Detective Taylor stood silently, arms crossed, waiting for an answer.
“It is the victim’s blood on the carpet,” Anderson continued, nervous.
“I know Anderson. Hailey told me about it. At least you were supposed to bring this to my notice. The Gilberts have requested for the burial tomorrow morning,” Detective Taylor said all in a breath. His hands were balled up in fists; he was using all his concentration to contain his anger.
Anderson stood there looking at his feet.
“It is alright, Detective Anderson. There was nothing much you could have done anyway,” Jillian Torres patted his shoulder. She looked at Detective Taylor and smiled slightly, “Good Morning, Detective Taylor.”
“Good Morning Jillian. Have you got–”
“The reports are here, sir,” Jillian replied, cutting him off. She handed over the reports to him.
Detective Taylor sighed loudly, thankful to have someone on his team, who had enough brains. He looked through the reports, and they had been comprehensively done. “You come in good time. There have been some interesting developments,” he said to Detective Torres. He was almost feeling sorry for being too hash on Detective Anderson. Everyone must be feeling the same, as if someone had been purposely muddling everything.

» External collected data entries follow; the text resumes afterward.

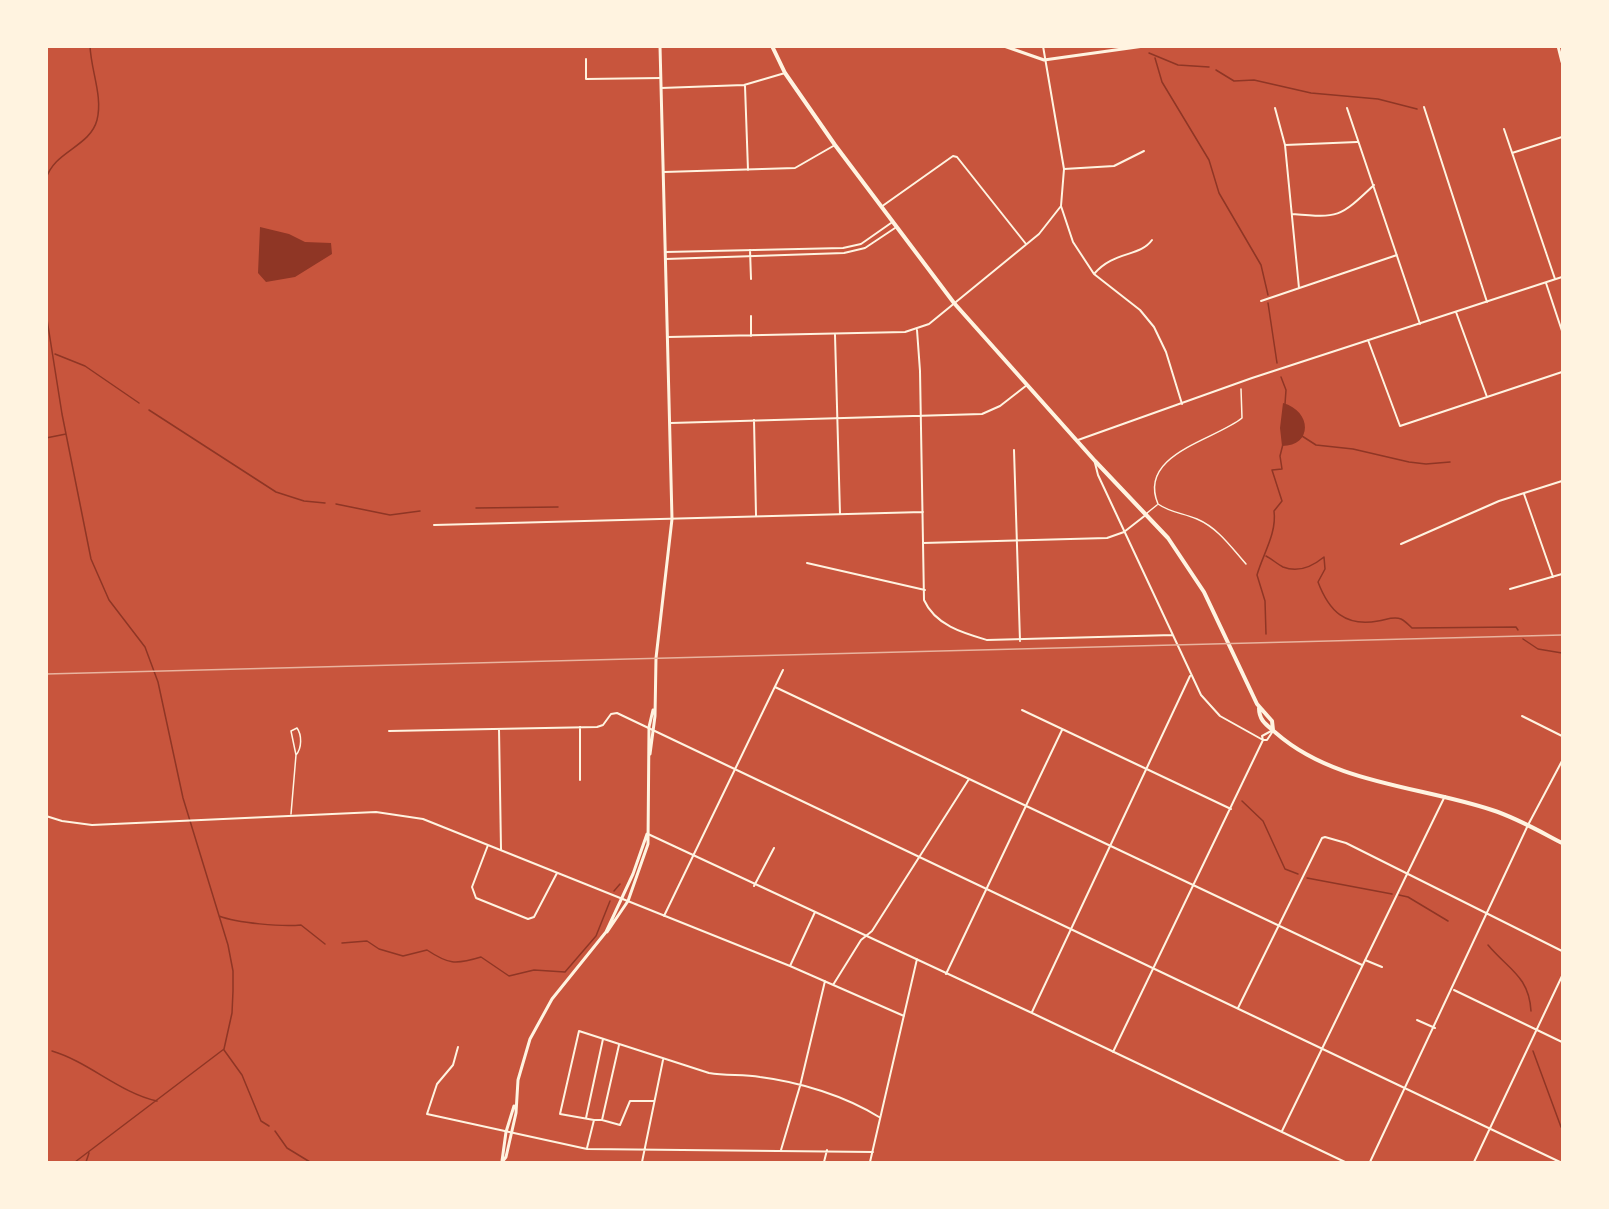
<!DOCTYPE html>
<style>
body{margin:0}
#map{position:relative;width:1609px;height:1209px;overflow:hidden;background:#c8553d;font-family:"DejaVu Sans",sans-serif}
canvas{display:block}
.frame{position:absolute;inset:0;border:48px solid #fff3e0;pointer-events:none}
</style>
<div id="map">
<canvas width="1609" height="1209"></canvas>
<div class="frame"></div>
</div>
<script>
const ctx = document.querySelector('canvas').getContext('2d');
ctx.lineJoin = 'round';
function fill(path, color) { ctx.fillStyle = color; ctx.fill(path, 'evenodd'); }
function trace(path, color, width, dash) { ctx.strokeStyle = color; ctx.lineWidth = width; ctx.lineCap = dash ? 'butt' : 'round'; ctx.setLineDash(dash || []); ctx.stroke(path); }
fill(new Path2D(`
 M 260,227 L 289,234 L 305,242 L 331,243 L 332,254 L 295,277 L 266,282 L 258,273 Z
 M 1283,403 C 1312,411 1313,446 1282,446 L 1280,428 Z`), '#8f3625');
trace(new Path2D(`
 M 1149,53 L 1178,65 L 1209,67
 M 1155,58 L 1162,82 L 1209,160 L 1219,193 L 1261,265 L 1268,295
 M 1216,70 L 1234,81 L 1254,80 L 1311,93 L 1378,99 L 1417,109
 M 46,179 C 54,151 90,147 97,120 C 103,96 91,71 90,46
 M 1268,303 L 1277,363
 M 46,313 L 62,414 L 91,559 L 109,600 L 145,647 L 158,682 L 183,798 L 228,945 L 233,971 L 233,991 L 232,1013 L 224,1049 L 75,1162
 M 55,354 L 85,366 L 139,403
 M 1281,377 L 1286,390 L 1285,404
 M 149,410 L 276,492 L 304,501 L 325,503
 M 1302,436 L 1316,445 L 1353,449 L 1409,462 L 1426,464 L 1450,462
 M 46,438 L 66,434
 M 336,504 L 390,515 L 420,511
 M 476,508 L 558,507
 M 1266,556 C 1272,559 1277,564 1283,567 C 1298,573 1313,566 1324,557 L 1325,569 L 1318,582 C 1329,611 1345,627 1378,621 C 1386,620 1393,616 1401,619 C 1405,621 1409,625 1412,628 L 1516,627 L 1518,630
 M 1266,634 L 1265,601 L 1257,575 C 1263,554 1277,533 1274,511 L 1282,501 L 1272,470 L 1282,469 L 1280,456 L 1283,444
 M 1523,639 L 1538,649 L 1562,653
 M 1242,801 L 1263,821 L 1285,869 L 1298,874
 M 1307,878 L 1392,894
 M 614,891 L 620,884
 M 1399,895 L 1408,897 L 1448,921
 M 219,916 C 237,923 282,927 301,925 L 325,944
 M 342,943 L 367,941 L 379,949 L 403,956 L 427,950 C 448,964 455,965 481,957 L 509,976 L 534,970 L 565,972 L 596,936 L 610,901
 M 1488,945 C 1508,969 1529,976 1531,1011
 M 224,1050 L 242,1075 L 261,1121 L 269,1126
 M 52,1051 C 89,1062 120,1093 157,1101
 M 1533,1051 L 1561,1127
 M 275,1131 L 287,1148 L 310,1162
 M 86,1162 L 89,1153`), '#8f3625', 1.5);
trace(new Path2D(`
 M 1241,389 L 1242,418 C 1215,440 1137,454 1158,504 C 1171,513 1183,513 1197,519 C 1218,528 1231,547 1246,564
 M 1147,513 L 1157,505
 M 291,814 L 296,755 C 302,748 302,735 297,728 L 291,731 L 296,755`), '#fff3e0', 1.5);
trace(new Path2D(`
 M 1043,46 L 1064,169 L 1061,206 L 1073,242 L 1094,274 L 1140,310 L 1154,327 L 1166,352 L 1182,404
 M 586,59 L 586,79 L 661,78
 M 745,86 L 748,170
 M 661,88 L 744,85 L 785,73
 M 1424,107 L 1487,302
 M 1275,108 L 1285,145 L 1299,288
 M 1347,108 L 1420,324
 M 1504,129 L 1555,279
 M 1285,145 L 1357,142
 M 1512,153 L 1562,137
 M 1064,169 L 1114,166 L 1144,151
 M 664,172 L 795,168 L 835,145
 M 881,207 L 953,156 L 957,157 L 1026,244
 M 1292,214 C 1339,218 1339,218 1374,185
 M 750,250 L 751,279
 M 666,252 L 843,248 L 861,244 L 891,223
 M 666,259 L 844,253 L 865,248 L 895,228
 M 1094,274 C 1113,251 1140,257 1152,240
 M 1546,283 L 1562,331
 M 1261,301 L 1397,255
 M 1456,312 L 1487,397
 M 751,316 L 751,336
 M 917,330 L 920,371 L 924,600 C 935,625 963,633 987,640 L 1173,635
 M 835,335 L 840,514
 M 668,337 L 905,332 L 929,324 L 1039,234 L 1061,206
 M 1368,340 L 1400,426 L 1562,372
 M 754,420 L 756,515
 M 671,423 L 982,414 L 1000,406 L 1027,385
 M 1078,440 L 1252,378 L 1562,277
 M 1014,450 L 1020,641
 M 1095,463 L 1098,475 L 1201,695 L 1220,716 L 1263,740
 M 1524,494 L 1553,577
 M 434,525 L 923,512
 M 923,543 L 1107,538 L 1124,532 L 1147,514
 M 1401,544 L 1499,501 L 1562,481
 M 807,563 L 925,590
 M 1510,589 L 1562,574
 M 775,687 L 1362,965
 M 1022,710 L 1231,809
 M 1522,716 L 1562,736
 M 499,729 L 501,849
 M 389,731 L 597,727 L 603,725 L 611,714 L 617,713 L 1560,1162
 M 1263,740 L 1267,740 L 1273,731
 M 580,780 L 580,727
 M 46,816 L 62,821 L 92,825 L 376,812 L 423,819 L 790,966 L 904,1016
 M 648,834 L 1032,1013 L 1345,1162
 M 488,845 L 472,887 L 476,898 L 528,919 L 534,917 L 557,873
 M 754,886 L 774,848
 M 664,916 L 783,670
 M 1365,960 L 1382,967
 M 790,966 L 815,912
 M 946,974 L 1062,730
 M 833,985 L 861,940 L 872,931 L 969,779
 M 1454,990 L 1562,1042
 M 1238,1008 L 1322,838 L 1325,837 L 1346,843 L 1562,951
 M 1032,1012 L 1190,676
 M 1417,1020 L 1435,1028
 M 458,1047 L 453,1065 L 437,1084 L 427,1114 L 587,1149 L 873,1152
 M 1113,1052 L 1263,740 L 1262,736 L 1273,730
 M 586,1118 L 603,1039
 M 594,1120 L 560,1114 L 579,1031 L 709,1073 C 727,1076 743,1074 760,1077 C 800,1082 845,1096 879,1117
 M 602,1120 L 620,1125 L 630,1101 L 654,1101
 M 1282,1131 L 1445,796
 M 587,1148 L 594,1120 L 602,1120 L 619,1045
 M 781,1150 L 800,1086 L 825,981
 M 642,1162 L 663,1060
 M 824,1162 L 827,1150
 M 870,1162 L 917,959
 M 1370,1162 L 1528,825 L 1562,761
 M 1474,1162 L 1562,976`), '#fff3e0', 2);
trace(new Path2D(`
 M 1004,46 L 1044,60 L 1144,46
 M 1558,46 L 1562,62
 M 650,754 L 655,716 L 656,658 L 672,519 L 660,46
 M 607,932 L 628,901 L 648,844 L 649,727 L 653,710
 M 502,1161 L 506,1132 L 514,1106
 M 502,1162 L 506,1157 L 516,1113 L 518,1080 L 530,1039 L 552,999 L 606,932 L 633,874 L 647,834`), '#fff3e0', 3);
trace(new Path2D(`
 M 772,46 L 785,73 L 835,145 L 954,303 L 1095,461 L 1168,538 L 1204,592 L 1257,704 L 1272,721 L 1273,730
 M 1259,708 C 1259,721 1267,725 1276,733 C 1334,784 1420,786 1492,810 C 1517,818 1539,831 1562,843`), '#fff3e0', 4);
trace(new Path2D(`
 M 46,674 L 1562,635`), '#e9b49f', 1.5);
</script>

“Like a pool of blood from a wound too small to spurt out that much?”, Jillian replied nonchalantly.
Detective Taylor was taken aback. “How did you know?”, he asked, looking again at Anderson. Detective Anderson just shrugged.
“There was an eerily similar case that happened back in 1885,” she said, handing over another file to him
1885. Too old to be the same person, Detective Taylor thought. “Coincidence?”, he thought out loud.
“I don’t think so. The past is staring back at us,” Jillian said, bending down to look at the stain.